▶ REQUIRED WORK:
From the listing below, select every line where the word "center" appears.

---*---

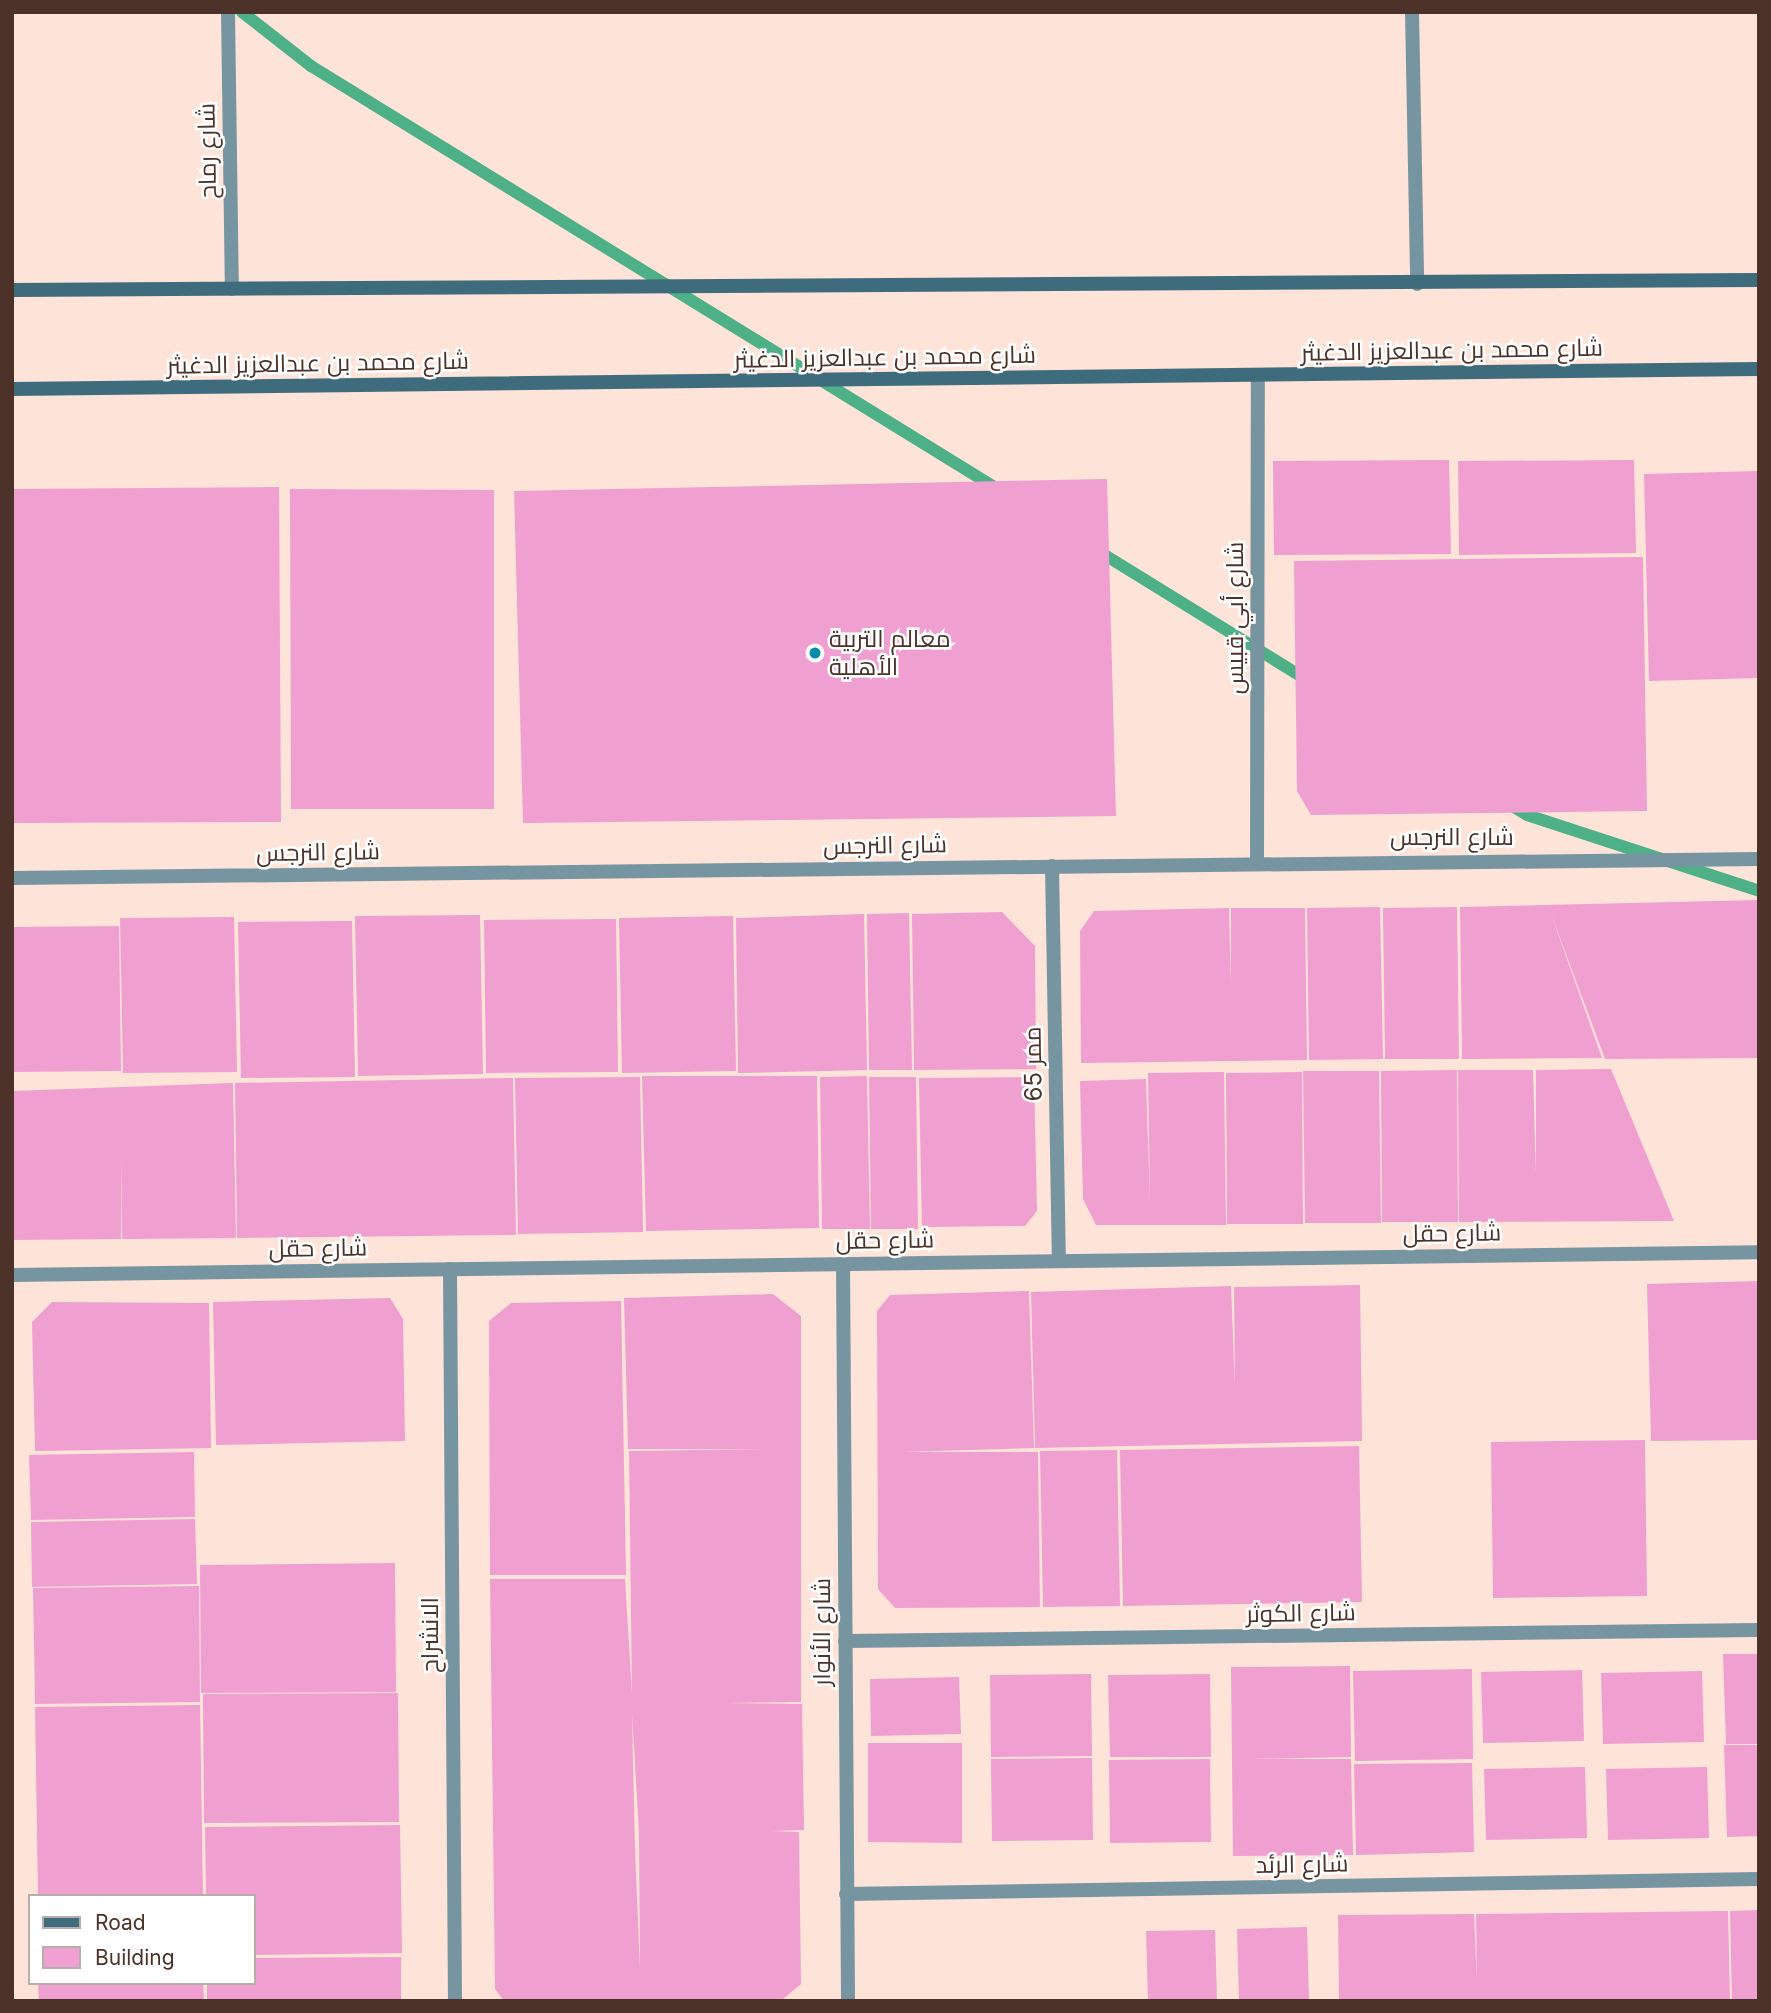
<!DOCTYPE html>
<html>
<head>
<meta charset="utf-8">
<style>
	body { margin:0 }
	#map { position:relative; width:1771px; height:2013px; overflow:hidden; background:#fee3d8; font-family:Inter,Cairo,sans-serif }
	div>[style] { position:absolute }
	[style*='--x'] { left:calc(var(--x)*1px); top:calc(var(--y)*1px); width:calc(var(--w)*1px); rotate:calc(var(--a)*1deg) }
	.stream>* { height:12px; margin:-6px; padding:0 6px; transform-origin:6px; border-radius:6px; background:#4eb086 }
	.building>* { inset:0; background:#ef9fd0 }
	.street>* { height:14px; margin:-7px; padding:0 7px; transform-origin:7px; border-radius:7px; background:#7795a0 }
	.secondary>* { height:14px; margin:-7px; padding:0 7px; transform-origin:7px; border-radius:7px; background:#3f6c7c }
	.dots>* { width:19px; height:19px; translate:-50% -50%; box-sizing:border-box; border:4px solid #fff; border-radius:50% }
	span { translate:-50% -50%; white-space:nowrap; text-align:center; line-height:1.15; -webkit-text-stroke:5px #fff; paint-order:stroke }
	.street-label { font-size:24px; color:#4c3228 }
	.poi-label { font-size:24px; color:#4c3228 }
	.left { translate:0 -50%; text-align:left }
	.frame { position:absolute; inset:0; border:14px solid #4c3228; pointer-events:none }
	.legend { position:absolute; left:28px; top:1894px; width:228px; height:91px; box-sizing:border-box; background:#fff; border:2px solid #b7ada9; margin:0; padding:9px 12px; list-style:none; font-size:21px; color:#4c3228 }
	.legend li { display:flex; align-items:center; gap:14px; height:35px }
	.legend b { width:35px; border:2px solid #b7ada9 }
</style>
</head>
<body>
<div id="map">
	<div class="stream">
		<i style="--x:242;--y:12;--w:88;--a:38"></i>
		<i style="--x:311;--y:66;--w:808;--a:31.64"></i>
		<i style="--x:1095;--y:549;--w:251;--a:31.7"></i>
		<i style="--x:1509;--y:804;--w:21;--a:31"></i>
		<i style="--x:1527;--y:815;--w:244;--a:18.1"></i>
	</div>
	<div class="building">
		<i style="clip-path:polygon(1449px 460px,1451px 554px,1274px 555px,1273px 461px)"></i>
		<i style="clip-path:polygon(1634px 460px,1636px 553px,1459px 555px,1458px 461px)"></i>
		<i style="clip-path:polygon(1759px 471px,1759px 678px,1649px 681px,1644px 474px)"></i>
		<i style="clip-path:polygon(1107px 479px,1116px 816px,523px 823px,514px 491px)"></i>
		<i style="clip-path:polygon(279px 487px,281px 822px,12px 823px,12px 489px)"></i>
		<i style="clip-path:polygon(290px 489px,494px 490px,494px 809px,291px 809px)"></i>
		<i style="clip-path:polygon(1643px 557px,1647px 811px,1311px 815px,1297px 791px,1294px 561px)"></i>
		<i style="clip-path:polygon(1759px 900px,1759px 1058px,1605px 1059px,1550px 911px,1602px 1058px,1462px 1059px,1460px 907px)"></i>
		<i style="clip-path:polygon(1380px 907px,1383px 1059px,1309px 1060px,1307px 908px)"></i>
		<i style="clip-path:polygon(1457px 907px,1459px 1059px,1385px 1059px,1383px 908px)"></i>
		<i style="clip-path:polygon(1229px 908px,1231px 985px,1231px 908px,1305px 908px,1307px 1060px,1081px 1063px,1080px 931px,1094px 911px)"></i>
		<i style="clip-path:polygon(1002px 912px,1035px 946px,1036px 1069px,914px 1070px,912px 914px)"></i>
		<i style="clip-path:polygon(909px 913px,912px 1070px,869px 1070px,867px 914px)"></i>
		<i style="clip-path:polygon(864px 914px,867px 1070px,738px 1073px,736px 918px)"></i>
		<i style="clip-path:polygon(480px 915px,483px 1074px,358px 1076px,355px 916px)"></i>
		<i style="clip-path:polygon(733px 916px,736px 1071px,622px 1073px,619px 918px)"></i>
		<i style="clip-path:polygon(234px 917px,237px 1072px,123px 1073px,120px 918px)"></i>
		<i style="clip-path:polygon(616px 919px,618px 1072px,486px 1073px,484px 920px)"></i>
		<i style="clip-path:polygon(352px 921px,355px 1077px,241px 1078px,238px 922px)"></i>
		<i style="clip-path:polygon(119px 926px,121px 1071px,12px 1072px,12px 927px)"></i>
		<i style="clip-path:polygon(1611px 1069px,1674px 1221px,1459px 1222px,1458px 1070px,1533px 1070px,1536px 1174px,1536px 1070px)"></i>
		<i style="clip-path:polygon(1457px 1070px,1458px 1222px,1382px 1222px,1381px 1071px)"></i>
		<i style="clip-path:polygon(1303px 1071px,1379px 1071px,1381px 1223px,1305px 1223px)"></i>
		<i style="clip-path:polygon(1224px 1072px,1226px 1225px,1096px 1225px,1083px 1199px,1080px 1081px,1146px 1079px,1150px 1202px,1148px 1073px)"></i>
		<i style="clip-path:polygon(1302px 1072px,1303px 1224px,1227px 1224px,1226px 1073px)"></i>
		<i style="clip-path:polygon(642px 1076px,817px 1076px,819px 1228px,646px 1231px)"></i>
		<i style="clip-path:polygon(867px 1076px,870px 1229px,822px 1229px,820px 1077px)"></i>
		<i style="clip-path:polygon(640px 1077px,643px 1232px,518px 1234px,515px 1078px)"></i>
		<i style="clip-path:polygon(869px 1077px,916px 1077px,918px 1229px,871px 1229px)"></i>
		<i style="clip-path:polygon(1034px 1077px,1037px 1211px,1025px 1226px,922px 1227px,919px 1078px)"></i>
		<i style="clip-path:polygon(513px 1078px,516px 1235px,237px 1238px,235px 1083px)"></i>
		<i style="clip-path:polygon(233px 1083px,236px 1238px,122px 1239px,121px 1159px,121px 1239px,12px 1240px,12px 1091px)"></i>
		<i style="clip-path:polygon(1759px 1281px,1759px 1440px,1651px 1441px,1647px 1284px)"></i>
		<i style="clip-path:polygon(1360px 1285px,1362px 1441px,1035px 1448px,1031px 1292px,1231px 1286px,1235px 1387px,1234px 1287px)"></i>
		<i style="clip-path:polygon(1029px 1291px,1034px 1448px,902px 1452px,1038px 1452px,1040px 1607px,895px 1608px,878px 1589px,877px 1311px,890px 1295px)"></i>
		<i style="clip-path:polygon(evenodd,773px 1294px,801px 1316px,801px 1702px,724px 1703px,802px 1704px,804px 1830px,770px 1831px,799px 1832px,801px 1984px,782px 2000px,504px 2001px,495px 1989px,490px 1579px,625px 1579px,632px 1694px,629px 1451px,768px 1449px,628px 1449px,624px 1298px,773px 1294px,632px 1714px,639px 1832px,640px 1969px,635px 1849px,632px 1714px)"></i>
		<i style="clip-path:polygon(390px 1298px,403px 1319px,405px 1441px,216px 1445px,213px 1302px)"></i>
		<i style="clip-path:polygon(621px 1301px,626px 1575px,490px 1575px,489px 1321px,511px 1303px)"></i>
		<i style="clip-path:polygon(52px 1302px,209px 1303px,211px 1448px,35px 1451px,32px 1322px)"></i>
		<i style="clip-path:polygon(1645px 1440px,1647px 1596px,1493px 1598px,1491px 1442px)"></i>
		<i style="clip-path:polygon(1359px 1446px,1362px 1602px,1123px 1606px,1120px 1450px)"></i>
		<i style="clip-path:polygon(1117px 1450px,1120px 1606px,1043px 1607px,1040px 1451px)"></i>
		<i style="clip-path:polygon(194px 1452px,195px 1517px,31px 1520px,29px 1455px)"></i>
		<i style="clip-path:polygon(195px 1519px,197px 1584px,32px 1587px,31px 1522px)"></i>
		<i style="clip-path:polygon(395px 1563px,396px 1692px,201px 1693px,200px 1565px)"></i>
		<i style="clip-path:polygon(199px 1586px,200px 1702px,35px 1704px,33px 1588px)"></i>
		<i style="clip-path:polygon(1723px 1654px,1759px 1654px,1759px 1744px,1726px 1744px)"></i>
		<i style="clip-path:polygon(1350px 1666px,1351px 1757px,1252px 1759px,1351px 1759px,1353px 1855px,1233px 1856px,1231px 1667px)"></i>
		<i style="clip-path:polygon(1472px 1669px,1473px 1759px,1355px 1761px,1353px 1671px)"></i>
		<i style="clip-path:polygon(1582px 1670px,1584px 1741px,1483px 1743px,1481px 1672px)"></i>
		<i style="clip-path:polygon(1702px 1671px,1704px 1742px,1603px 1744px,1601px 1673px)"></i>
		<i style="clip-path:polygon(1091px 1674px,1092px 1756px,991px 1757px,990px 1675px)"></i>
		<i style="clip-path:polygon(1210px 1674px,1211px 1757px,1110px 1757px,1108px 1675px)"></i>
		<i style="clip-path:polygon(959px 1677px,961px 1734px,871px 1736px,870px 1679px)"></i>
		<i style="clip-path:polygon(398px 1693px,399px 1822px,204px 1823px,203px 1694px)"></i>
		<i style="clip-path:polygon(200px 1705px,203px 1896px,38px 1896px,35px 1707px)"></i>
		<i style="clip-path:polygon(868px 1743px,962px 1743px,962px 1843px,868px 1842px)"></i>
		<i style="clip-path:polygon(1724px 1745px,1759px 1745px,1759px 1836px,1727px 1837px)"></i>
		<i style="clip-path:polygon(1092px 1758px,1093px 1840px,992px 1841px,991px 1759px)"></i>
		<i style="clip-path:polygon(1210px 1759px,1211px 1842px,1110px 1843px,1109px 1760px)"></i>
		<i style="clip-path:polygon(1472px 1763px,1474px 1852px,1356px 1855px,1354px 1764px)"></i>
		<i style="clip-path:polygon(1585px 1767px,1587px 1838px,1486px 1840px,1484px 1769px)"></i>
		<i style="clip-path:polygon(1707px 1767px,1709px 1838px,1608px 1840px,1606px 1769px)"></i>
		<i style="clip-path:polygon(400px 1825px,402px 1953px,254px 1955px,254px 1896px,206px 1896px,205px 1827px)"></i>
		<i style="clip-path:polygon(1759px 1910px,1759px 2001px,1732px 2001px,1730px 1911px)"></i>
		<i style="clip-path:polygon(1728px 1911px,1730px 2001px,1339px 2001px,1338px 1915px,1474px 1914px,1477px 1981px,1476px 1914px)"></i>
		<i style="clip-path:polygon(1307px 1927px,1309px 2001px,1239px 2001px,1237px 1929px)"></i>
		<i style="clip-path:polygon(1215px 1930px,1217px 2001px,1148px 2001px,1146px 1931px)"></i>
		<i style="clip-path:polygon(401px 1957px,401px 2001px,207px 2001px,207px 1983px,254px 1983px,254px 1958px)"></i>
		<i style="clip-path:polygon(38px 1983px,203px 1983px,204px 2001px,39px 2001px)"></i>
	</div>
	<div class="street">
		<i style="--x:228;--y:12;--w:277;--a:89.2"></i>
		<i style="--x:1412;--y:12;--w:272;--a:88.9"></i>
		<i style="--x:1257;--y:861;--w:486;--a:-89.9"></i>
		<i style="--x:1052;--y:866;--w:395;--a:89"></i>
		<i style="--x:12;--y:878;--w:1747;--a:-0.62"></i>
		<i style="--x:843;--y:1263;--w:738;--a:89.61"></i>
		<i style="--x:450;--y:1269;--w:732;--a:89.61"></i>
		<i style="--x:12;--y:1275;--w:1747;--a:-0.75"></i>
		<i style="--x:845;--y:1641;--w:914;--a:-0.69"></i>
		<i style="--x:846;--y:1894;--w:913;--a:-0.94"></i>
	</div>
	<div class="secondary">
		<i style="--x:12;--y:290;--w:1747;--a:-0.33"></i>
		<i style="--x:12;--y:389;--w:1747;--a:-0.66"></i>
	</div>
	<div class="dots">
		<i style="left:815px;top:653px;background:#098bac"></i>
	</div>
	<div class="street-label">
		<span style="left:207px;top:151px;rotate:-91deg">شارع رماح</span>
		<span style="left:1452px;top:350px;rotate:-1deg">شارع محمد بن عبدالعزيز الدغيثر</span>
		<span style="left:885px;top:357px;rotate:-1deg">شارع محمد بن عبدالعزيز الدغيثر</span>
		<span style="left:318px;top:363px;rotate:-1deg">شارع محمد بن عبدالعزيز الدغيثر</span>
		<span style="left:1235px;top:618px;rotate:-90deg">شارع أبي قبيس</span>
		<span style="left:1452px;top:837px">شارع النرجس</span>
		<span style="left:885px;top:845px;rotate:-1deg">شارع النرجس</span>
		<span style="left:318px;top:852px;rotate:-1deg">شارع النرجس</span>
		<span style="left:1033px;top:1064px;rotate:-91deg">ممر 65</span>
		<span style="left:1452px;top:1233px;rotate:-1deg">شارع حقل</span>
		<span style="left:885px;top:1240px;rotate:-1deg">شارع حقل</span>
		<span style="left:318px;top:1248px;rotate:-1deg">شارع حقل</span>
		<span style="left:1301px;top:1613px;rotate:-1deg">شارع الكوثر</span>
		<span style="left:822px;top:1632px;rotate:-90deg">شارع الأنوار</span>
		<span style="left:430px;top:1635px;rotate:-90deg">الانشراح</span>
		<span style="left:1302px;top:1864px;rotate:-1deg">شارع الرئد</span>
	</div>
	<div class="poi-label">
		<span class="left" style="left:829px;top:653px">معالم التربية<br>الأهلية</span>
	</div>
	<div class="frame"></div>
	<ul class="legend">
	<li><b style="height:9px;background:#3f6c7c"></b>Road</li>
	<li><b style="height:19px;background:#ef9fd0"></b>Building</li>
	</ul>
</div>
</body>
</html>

---*---

▶ ANSWER TO THIS TASK:
	span { translate:-50% -50%; white-space:nowrap; text-align:center; line-height:1.15; -webkit-text-stroke:5px #fff; paint-order:stroke }
	.legend li { display:flex; align-items:center; gap:14px; height:35px }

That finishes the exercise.